◆ Directions for this task: Go line by line through the listing below and copy those that hold "markers".

◆ Record set:
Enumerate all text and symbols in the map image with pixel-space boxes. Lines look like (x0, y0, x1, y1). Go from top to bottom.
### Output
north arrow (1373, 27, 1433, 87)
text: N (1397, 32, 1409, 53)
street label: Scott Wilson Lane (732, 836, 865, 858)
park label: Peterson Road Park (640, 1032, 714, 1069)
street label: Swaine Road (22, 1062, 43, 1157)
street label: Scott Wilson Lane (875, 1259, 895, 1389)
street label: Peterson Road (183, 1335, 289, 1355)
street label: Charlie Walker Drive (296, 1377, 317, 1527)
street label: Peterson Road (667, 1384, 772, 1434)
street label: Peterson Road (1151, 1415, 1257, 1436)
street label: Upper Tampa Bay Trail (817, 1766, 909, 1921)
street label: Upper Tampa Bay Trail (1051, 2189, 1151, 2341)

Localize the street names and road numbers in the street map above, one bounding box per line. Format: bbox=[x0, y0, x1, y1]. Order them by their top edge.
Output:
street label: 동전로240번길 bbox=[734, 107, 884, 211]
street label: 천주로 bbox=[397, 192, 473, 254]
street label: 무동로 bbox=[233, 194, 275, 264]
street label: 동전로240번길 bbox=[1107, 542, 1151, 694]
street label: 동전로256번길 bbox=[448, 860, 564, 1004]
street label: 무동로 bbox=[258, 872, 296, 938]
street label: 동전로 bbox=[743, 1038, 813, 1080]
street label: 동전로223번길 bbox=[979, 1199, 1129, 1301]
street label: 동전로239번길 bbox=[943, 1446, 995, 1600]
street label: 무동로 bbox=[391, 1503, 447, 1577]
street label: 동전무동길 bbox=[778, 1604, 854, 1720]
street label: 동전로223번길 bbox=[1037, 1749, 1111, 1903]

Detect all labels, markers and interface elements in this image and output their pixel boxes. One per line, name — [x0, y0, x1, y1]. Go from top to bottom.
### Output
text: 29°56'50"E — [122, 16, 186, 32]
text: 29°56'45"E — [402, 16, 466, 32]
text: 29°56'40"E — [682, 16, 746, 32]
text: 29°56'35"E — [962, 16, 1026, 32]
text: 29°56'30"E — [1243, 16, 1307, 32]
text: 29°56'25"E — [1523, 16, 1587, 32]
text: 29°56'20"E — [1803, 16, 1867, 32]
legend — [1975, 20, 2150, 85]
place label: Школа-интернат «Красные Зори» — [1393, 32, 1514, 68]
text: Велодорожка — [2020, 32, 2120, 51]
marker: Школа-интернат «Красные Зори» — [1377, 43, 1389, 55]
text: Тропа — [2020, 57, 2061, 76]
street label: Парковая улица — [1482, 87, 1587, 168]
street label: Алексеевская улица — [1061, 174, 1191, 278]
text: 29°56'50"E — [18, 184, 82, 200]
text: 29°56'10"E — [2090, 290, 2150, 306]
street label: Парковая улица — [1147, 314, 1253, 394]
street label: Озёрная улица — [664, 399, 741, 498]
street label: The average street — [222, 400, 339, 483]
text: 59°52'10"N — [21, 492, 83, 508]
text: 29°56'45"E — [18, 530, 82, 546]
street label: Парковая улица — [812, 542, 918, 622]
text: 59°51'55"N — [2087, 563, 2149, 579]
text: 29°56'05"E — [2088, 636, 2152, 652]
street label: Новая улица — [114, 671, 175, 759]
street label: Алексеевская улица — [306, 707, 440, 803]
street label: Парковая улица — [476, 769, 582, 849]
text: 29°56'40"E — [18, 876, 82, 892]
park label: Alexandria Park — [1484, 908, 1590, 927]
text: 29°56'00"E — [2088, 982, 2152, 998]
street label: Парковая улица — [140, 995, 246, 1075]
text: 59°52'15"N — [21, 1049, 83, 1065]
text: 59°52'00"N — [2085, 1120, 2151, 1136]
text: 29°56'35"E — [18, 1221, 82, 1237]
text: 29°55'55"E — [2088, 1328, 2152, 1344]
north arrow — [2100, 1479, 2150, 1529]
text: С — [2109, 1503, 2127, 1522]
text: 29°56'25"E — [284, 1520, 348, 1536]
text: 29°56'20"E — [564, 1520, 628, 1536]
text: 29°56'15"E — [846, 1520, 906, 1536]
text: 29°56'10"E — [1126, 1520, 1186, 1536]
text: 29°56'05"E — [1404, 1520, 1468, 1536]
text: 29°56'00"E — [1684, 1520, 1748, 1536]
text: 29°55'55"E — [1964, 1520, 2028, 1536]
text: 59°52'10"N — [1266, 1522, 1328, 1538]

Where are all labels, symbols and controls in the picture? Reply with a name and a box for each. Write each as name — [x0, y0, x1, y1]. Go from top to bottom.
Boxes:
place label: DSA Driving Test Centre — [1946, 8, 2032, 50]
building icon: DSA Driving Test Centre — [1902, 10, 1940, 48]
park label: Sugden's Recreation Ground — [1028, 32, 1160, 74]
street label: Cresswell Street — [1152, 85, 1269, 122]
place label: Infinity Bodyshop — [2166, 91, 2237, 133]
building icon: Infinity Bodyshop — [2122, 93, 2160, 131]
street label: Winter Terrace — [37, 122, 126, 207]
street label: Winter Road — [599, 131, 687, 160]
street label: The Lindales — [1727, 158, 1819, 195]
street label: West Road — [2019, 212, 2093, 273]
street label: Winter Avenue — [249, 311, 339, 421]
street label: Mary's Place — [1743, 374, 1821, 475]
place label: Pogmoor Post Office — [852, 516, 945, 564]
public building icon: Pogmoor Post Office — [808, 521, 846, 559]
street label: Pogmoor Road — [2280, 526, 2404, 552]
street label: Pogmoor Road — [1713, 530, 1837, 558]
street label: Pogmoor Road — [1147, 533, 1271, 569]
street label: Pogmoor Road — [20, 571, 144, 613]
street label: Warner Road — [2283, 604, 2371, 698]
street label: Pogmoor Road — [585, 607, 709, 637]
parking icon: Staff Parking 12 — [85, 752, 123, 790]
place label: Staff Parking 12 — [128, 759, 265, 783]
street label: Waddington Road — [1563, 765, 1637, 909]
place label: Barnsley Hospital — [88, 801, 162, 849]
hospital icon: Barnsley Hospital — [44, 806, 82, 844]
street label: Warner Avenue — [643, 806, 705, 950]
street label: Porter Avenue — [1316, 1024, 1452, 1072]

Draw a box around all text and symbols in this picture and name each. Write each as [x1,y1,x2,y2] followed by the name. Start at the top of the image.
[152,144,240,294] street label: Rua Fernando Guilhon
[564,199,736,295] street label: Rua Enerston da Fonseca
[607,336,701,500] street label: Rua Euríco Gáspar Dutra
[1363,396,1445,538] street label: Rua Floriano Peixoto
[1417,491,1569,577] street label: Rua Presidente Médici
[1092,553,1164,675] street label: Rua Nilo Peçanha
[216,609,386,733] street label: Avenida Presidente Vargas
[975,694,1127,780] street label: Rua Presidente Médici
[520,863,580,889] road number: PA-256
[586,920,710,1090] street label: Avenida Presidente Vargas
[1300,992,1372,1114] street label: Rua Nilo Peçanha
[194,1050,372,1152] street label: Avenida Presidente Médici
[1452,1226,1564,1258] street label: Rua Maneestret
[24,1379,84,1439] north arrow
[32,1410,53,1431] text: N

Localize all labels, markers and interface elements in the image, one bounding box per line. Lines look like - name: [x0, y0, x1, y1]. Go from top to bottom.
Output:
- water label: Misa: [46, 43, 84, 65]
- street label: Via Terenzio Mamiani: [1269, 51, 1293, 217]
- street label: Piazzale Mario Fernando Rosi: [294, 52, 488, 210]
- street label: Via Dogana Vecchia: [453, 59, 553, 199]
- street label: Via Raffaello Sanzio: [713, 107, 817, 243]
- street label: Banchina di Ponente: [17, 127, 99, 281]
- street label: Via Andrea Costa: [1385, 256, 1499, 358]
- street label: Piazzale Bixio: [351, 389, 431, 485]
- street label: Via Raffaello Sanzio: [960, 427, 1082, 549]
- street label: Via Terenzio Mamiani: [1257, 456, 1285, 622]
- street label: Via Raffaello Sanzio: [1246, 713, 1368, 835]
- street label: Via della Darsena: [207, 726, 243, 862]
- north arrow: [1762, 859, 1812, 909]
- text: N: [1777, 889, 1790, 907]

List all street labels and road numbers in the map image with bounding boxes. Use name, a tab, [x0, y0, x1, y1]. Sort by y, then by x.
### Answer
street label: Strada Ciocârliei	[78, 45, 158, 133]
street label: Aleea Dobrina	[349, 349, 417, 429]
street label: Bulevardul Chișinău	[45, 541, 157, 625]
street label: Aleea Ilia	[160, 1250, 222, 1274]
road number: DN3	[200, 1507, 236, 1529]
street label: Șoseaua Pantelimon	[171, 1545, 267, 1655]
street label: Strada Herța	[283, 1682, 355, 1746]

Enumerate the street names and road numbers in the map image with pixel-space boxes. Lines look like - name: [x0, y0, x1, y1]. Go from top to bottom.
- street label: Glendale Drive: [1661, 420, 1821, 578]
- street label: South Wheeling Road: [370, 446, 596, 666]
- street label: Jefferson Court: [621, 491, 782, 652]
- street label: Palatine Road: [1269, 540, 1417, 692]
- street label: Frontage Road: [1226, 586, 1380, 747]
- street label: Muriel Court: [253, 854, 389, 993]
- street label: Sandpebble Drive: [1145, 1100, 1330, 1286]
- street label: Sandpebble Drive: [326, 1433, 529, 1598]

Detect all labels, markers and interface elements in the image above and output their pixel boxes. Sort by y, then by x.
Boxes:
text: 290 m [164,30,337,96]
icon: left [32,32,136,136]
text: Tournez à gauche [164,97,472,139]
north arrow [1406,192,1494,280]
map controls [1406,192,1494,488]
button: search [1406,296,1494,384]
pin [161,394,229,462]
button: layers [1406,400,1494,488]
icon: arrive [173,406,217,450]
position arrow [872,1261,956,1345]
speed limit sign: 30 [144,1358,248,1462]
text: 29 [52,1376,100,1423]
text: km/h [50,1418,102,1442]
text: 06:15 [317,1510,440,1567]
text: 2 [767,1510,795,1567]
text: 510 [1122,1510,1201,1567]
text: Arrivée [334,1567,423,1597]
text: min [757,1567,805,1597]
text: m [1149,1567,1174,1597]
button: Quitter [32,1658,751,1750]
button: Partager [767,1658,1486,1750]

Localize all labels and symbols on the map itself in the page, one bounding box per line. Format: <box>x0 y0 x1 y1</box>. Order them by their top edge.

◆ Answer section:
Detect all labels, markers and interface elements in this image and output their pixel boxes. One per line, name — [x0, y0, x1, y1]. Go from top to bottom.
Localize all labels, markers and interface elements in the image, one bounding box per line. Lines look like - name: [x0, y0, x1, y1]. Go from top to bottom.
Detect all labels, markers and interface elements in the image above and output their pixel boxes. Sort by y, then by x.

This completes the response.